Bhiota se retint de répliquer. Son amie semblait tellement renfermée depuis un an qu’il n’osa souffler cette étincelle d’enthousiasme qui s’était soudain mise à l’animer, même si c’était pour se mesurer à des brigands.

Le jeune garçon devinait qu’elle avait l’espoir de noyer sa tristesse dans le combat et dans le sang. Il renonça à la mettre en garde sur le péril auquel elle s’exposait. Il avait appris à faire confiance à l’adresse de son amie. À force d’entraînement, la fille de Rastell était à présent aguerrie à l’escrime et à la lutte.

La rencontre eut lieu dans une ruelle d’un faubourg de la cité d’Ebbenepen, à la lumière d’un brasero et du soleil déclinant. Une lueur carmine éclairait les visages burinés des trafiquants.

Pour éviter que Kalis ait à intervenir, Xène tenta tout d’abord de négocier, sans recevoir que des rires narquois en retour. Les brigands la bousculèrent et l’intimidèrent, ce qui, au vu du caractère de la komavros, n’était pas une mince affaire.
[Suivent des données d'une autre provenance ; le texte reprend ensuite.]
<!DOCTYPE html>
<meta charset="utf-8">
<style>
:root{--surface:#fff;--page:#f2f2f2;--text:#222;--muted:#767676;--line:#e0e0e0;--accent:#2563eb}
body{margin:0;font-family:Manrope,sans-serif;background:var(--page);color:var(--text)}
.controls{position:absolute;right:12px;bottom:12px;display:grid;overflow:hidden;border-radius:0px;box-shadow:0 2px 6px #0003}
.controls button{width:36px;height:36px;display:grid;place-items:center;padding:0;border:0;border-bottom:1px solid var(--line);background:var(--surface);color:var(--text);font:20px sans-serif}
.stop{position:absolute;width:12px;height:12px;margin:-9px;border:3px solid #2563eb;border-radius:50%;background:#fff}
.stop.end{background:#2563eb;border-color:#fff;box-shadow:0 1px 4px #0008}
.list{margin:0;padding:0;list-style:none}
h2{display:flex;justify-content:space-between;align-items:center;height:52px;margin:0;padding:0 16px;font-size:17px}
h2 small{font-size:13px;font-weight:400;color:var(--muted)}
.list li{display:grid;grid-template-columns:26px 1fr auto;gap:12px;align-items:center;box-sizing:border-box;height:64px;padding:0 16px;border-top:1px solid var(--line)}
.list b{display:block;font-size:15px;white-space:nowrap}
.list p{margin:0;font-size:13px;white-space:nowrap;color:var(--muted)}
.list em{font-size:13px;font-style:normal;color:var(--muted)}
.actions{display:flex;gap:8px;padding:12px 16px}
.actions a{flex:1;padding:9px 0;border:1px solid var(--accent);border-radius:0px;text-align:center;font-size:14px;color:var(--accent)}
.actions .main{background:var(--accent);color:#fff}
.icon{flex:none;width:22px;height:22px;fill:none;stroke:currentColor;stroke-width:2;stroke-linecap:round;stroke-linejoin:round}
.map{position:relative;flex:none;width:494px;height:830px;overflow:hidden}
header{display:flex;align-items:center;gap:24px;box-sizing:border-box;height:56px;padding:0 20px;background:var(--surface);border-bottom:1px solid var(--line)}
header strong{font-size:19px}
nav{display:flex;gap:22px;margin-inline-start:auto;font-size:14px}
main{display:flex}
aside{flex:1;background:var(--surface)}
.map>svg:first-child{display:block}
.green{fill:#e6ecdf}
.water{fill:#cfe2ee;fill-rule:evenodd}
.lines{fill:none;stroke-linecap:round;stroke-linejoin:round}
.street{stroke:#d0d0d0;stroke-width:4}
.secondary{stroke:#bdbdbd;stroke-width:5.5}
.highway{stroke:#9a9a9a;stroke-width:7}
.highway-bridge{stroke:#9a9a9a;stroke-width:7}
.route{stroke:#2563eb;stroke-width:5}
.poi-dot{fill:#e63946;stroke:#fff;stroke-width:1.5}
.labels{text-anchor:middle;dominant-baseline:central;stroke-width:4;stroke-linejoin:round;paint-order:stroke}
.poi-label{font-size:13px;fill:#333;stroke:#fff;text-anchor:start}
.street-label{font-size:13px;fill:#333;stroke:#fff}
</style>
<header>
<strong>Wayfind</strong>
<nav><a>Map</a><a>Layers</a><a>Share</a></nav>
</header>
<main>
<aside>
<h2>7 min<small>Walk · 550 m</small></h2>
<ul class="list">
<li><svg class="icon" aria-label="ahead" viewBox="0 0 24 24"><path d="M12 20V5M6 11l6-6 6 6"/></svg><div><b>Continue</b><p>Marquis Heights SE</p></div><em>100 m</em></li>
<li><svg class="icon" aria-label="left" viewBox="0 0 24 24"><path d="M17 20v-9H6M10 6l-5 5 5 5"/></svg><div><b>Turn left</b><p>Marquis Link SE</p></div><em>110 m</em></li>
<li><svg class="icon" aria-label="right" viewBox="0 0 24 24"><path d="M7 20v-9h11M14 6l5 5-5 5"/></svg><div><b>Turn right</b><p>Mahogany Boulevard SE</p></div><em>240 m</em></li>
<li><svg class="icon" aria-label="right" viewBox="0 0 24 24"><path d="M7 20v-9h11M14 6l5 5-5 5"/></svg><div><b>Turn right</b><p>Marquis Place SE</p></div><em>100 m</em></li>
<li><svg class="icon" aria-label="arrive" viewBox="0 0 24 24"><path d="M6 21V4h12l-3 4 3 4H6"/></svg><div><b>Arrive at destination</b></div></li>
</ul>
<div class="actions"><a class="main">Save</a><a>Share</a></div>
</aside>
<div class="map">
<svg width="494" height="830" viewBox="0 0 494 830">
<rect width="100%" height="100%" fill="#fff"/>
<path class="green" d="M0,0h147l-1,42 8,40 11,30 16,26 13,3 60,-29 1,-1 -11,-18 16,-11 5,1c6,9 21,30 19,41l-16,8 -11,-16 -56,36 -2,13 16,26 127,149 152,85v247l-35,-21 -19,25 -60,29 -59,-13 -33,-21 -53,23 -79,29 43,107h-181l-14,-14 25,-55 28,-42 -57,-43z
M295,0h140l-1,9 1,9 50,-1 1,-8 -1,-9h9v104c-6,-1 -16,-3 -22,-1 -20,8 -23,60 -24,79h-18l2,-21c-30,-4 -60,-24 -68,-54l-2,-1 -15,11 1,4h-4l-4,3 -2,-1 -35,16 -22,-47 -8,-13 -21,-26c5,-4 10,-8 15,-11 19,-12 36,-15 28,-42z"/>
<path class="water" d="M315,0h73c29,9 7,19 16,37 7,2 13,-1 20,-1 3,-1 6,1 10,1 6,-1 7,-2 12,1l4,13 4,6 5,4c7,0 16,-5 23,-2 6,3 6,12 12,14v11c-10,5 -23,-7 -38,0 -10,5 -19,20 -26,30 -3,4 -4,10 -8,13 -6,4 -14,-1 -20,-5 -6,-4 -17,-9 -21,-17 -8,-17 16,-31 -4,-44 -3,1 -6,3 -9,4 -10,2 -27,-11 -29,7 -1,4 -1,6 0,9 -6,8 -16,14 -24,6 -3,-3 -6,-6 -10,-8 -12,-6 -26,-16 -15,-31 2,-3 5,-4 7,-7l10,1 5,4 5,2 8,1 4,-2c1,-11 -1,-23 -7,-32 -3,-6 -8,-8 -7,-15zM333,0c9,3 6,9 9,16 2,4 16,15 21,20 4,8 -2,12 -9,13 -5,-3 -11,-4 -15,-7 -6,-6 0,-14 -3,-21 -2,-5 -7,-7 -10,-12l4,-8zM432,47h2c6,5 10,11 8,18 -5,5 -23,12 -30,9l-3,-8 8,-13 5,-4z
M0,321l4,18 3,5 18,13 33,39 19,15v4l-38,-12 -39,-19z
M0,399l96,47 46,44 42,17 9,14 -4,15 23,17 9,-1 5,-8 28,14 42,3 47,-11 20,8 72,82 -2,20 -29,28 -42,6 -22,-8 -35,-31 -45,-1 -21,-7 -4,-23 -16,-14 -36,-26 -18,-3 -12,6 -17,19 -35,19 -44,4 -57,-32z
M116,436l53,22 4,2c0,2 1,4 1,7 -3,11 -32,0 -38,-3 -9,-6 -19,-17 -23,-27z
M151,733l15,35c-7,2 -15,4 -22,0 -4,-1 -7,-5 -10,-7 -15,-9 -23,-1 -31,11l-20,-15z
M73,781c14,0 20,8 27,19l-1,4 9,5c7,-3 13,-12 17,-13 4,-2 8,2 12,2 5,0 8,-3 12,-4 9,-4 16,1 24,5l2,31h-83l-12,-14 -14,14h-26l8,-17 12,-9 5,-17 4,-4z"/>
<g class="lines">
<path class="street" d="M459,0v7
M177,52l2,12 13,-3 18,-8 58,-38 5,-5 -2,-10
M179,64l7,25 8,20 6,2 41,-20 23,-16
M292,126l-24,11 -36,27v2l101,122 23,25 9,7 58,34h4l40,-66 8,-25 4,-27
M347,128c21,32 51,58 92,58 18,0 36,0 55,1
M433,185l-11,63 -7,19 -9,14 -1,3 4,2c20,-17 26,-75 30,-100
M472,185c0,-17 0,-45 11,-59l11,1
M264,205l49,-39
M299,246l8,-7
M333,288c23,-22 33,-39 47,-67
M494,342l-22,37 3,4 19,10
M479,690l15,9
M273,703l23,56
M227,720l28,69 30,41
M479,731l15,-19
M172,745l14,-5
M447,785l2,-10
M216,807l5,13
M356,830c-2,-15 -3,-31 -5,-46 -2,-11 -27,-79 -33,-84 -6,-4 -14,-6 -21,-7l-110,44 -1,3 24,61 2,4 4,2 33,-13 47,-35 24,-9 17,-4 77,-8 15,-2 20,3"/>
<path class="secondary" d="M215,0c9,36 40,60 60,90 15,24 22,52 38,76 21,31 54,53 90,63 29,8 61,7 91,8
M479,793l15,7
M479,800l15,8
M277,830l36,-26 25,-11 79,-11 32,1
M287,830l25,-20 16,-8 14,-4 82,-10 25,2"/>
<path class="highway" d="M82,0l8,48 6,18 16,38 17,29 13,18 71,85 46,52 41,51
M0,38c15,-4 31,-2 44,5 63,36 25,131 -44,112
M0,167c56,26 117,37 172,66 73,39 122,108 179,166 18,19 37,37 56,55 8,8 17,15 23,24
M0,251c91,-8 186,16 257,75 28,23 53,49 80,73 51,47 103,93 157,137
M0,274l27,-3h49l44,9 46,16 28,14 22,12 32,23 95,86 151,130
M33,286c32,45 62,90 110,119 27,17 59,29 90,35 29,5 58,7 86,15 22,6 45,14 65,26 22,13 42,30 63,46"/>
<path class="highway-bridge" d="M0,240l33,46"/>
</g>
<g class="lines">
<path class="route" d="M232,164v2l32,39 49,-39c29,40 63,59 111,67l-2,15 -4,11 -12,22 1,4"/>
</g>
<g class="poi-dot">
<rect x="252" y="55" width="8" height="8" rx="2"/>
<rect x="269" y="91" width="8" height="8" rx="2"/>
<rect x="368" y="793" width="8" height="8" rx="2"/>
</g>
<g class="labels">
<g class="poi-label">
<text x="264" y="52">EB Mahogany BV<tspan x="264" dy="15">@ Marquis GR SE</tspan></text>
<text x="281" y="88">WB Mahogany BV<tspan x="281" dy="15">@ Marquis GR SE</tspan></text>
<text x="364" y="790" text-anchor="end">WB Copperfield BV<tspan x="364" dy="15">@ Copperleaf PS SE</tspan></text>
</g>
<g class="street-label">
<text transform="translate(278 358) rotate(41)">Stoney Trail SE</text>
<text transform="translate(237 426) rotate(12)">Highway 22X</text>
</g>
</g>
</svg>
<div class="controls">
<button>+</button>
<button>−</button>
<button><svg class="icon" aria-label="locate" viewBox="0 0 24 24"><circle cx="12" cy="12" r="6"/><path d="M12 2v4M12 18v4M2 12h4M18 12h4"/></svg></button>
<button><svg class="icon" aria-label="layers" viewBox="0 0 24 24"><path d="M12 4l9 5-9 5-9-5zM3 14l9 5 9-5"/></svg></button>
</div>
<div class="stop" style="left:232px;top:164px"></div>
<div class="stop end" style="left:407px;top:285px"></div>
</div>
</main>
Kalis sortit de l’ombre quand les pourparlers échouèrent. Mais ses adversaires étaient entraînés au maniement des armes et ne manquaient pas d’habileté. Leur force physique leur offrait également un avantage de taille. Kalis avait appris à batailler comme le font les écuyers. Elle avait reproduit cent fois les mêmes mouvements pour les maîtriser au mieux, et les soldats qu’elle affrontait au palais de Tarendra avaient reçu une formation similaire. Mais les brigands se battaient de manière beaucoup moins prévisible. Leurs coups étaient portés par l’instinct. Ils étaient désordonnés et difficiles à prédire. De plus, leurs poignards étaient plus longs que la dague de Kalis, leur offrant une meilleure allonge. La jeune femme parvint néanmoins à toucher l’un d’eux lors d’une grossière ouverture. Mais elle réveilla la colère de ses ennemis et perdit aussitôt l’avantage.

Réfugiée derrière un pressoir, Xène observait avec effroi la réactivité de son amie diminuer dangereusement. Les deux malfrats attaquaient cette dernière sans relâche. Elle se dérobait et tentait de reprendre le dessus, mais ses efforts ne payaient pas.
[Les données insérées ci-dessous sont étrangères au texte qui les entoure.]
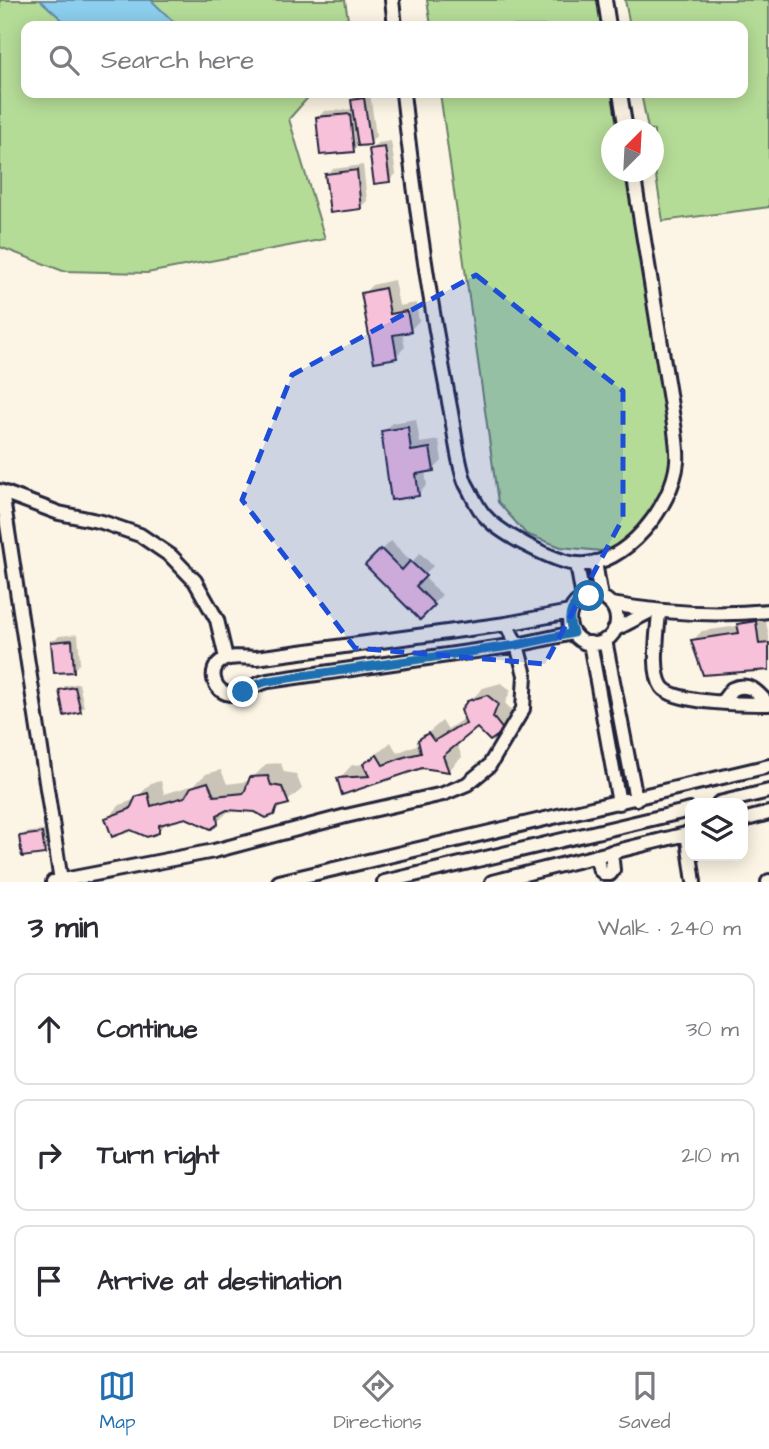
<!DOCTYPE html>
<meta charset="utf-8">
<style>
:root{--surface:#fff;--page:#f7f7f7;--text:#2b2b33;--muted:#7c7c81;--line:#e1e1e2;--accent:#1f6fb2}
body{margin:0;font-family:"Architects Daughter",sans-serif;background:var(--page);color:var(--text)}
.controls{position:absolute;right:21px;bottom:21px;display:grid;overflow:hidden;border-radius:14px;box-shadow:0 4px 18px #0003}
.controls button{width:63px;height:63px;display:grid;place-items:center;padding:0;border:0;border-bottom:2px solid var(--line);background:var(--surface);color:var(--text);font:35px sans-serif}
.compass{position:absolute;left:601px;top:119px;width:63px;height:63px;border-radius:50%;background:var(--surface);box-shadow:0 4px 18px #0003;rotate:24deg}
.stop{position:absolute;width:21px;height:21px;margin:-16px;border:5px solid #1f6fb2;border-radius:50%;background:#fff}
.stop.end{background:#1f6fb2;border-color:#fff;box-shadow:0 2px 7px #0008}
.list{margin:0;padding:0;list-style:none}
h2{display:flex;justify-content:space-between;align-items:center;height:91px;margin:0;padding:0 28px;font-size:30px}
h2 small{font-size:23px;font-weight:400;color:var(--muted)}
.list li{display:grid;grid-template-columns:46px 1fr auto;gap:21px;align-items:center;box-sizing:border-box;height:112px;margin:0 14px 14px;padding:0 14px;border:2px solid var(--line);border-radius:14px}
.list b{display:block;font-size:26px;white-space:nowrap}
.list em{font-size:23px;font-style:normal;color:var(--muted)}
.icon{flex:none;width:38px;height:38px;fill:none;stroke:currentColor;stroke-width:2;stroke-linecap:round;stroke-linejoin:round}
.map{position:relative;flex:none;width:769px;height:882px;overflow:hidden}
.search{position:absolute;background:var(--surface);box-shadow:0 4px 18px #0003;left:21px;right:21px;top:21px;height:77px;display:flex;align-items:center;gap:18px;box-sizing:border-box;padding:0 24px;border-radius:14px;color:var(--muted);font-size:26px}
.sheet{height:469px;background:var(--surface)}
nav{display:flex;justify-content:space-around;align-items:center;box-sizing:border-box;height:98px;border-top:2px solid var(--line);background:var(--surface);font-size:19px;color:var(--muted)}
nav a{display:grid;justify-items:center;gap:4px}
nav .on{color:var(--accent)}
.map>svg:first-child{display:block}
.green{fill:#b5dc97;stroke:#6c7f69;stroke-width:2}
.water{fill:#8cceed;stroke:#6289a6;stroke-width:2}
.shadow{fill:#0003}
.building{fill:#f8c1da;stroke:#22223b;stroke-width:2}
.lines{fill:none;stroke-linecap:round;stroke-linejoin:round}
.minor-casing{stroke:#22223b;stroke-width:18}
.minor{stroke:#fcf5e5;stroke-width:12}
.route{stroke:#1f6fb2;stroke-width:9}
.marked{fill:#1d4ed8;fill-opacity:0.2;stroke:#1d4ed8;stroke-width:5;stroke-dasharray:14 9;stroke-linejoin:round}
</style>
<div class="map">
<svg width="769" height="882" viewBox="0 0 769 882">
<rect width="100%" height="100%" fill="#fcf5e5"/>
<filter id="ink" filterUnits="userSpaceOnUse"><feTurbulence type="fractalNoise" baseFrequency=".0143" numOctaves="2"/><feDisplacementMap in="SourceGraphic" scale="14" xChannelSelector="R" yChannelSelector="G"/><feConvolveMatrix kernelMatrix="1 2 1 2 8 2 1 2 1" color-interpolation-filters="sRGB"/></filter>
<g filter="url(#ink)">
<path class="green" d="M 0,0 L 345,0 L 349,26 L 26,26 L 26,93 L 312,93 L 289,119 L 325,239 L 147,273 L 63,271 L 0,247 Z
M 427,0 L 600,0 L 605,26 L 431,26 Z
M 625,0 L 769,0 L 769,207 L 663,221 L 654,164 L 654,130 L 648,129 L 641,93 L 743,93 L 743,26 L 630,26 Z
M 440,93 L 617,93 L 623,129 L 612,130 L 612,172 L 631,172 L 682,461 L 679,486 L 665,513 L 643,541 L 601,551 L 561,547 L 526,534 L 498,502 Z"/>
<path class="water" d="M 40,0 L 151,0 L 178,26 L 69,26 Z"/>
<path class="shadow" d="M 370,93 L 376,136 L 370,143 L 358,145 L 353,150 L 318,118 L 324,111 L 354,109 L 353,101 L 359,94 Z
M 391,141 L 396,174 L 389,181 L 371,149 L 378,143 Z
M 363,165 L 367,201 L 360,207 L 327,175 L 333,169 Z
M 394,280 L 399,306 L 416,303 L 419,321 L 410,330 L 402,332 L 405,347 L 396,356 L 363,294 L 372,285 Z
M 416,419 L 420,443 L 439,440 L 442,461 L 433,470 L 425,471 L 427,485 L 418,494 L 383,432 L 392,423 Z
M 391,541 L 412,562 L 420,553 L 433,566 L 423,576 L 442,595 L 420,617 L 367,565 Z
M 764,613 L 769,636 L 769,668 L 693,640 L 702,631 L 739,626 L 748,615 Z
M 78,634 L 80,663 L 73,670 L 53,642 L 59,636 Z
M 79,683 L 84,707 L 80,711 L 61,690 L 65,686 Z
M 501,683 L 511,690 L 505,703 L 517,716 L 491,739 L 477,725 L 456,742 L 462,757 L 449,770 L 422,766 L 343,792 L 339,779 L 352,765 L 365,764 L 391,742 L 397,753 L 421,743 L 420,740 L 442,721 L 448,729 L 466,717 L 469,702 L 483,688 Z
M 281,763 L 284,772 L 296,774 L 302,789 L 273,813 L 231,809 L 216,823 L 186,816 L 169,821 L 158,831 L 107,819 L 120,805 L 136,799 L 151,783 L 161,781 L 164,794 L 194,785 L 206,774 L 221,770 L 227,784 L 250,781 L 266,764 Z
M 46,830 L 48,848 L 44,852 L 21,837 L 25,833 Z"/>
<path class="building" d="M 364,98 L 371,145 L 358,146 L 351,100 Z
M 350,114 L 354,152 L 320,155 L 316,117 Z
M 385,147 L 390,182 L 374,184 L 369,149 Z
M 357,170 L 361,209 L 330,213 L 325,174 Z
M 385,288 L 390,314 L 407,311 L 411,332 L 393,335 L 397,358 L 374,362 L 361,293 Z
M 408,427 L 411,451 L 430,448 L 434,471 L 416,474 L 419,496 L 391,500 L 381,431 Z
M 381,549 L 402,570 L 410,561 L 426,576 L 416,586 L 435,605 L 420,620 L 365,565 Z
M 756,621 L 759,644 L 769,643 L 769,670 L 703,675 L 691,640 L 739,633 L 737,624 Z
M 72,640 L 74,672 L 54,673 L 51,642 Z
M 75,687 L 81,712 L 64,716 L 59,690 Z
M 487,695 L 498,704 L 493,717 L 504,731 L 490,741 L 477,728 L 443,756 L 449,772 L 422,768 L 342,795 L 337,778 L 369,776 L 363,764 L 377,755 L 383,765 L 404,757 L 421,753 L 418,740 L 428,733 L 434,741 L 457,727 L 466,724 L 461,710 L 467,701 Z
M 268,776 L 271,785 L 282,787 L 289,804 L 277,807 L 274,815 L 266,818 L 255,812 L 227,810 L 217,815 L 218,824 L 211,829 L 186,818 L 159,825 L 159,833 L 147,837 L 131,830 L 112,837 L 105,818 L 130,809 L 136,796 L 148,793 L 151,806 L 185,797 L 191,787 L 208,782 L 214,796 L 244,793 L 250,777 Z
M 42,833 L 45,854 L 22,857 L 19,836 Z"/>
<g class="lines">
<g class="minor-casing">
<path id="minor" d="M 392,0 L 395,26
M 605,0 L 609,26
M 403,93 C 414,196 430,304 450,407 C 454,427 458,467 466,484 C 472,494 477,508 485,516 C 499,533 556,563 578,564 C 625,568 673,505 677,462 C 678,452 676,441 675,431 L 633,172
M 620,93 L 626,130
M 0,491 L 59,513 L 102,522 L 140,535 L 171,556 L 195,581 L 217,620 L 226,658
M 2,492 L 61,881
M 595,562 L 601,597
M 577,564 L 583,598
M569 620a24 24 0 1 1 48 0a24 24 0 1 1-48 0Z
M 611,604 C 663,613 716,616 769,611
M 659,611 C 658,631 651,671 662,687 C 675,704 748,704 769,704
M 570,612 L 506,624 L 256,658 C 245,658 233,655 223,660 C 206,669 214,695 233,694 C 243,694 256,683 268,681 L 517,645 L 573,633
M 614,630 L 651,611
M 605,640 L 636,799
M 590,643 L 619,803
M 722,702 L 732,689 C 749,682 757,691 768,704
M 719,803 L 769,791
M 743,820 L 769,813
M 687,833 L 694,882
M 596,856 L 600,870 L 605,874 L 610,874 L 613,870 L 611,852
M 53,882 L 214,851 L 346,816 L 443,794 L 467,784 L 489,766 L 523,709 L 525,675 L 517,645 L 506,624
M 279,882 L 769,766
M 384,882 L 690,810
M 492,882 L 690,833
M 768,882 L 769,881"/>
</g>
<use href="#minor" class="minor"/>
</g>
</g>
<g class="lines" filter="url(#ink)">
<path class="route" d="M 243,692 L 249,687 L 268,681 L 517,645 L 573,633 C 566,617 571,601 589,596"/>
</g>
<path class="marked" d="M 476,275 L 623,391 L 623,518 L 545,664 L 355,648 L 242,500 L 292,375 Z"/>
</svg>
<div class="controls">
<button><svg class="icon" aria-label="layers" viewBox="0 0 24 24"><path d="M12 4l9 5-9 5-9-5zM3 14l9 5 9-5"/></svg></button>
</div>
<svg class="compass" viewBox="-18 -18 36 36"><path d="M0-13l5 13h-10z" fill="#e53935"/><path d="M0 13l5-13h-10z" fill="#7c7c81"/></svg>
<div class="stop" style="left:589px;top:596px"></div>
<div class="stop end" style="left:243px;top:692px"></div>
<div class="search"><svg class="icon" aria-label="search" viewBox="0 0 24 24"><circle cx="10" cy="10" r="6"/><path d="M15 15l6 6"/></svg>Search here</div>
</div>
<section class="sheet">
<h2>3 min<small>Walk · 240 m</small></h2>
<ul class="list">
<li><svg class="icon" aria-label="ahead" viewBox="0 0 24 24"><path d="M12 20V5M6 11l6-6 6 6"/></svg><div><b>Continue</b></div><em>30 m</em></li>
<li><svg class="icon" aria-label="right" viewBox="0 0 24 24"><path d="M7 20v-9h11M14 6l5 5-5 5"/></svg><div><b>Turn right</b></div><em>210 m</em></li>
<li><svg class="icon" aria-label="arrive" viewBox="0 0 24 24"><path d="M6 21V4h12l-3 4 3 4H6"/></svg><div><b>Arrive at destination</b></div></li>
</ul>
</section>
<nav>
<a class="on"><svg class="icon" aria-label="map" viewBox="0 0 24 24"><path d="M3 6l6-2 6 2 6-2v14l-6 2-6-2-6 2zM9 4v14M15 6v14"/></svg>Map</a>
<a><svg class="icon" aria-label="directions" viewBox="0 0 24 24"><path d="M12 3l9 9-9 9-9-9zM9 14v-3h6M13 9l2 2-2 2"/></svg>Directions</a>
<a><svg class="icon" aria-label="saved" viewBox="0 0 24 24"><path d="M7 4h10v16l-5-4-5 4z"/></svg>Saved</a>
</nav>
Bhiota était, quant à lui, parti depuis de longues minutes à la recherche d’Ermès. Durant ce temps, Kalis s’épuisait et ses assauts perdaient en force. Xène ne savait que faire pour lui venir en aide.

— Va-t’en ! lui cria la combattante en évitant de peu une nouvelle estocade.

Mais la komavros ne put amorcer un mouvement que son amie fut transpercée au flanc par un coup de poignard. Le temps se suspendit. Xène regarda avec horreur Kalis s’écrouler sur le pavé avec un hoquet de stupeur.

C’est à cet instant que Bhiota déboula d’une ruelle, le souffle court. Il était accompagné d’un curieux jeune homme que Xène n’avait jamais vu. Fiévreux, le corps parcouru de tremblements, l’homme à la tête blonde et à la peau dorée se rua sur les agresseurs de Kalis, fondit sous leurs lames et leur brisa la nuque. Puis, il se précipita vers Kalis qui sombrait dans l’inconscience et tomba à genoux devant elle.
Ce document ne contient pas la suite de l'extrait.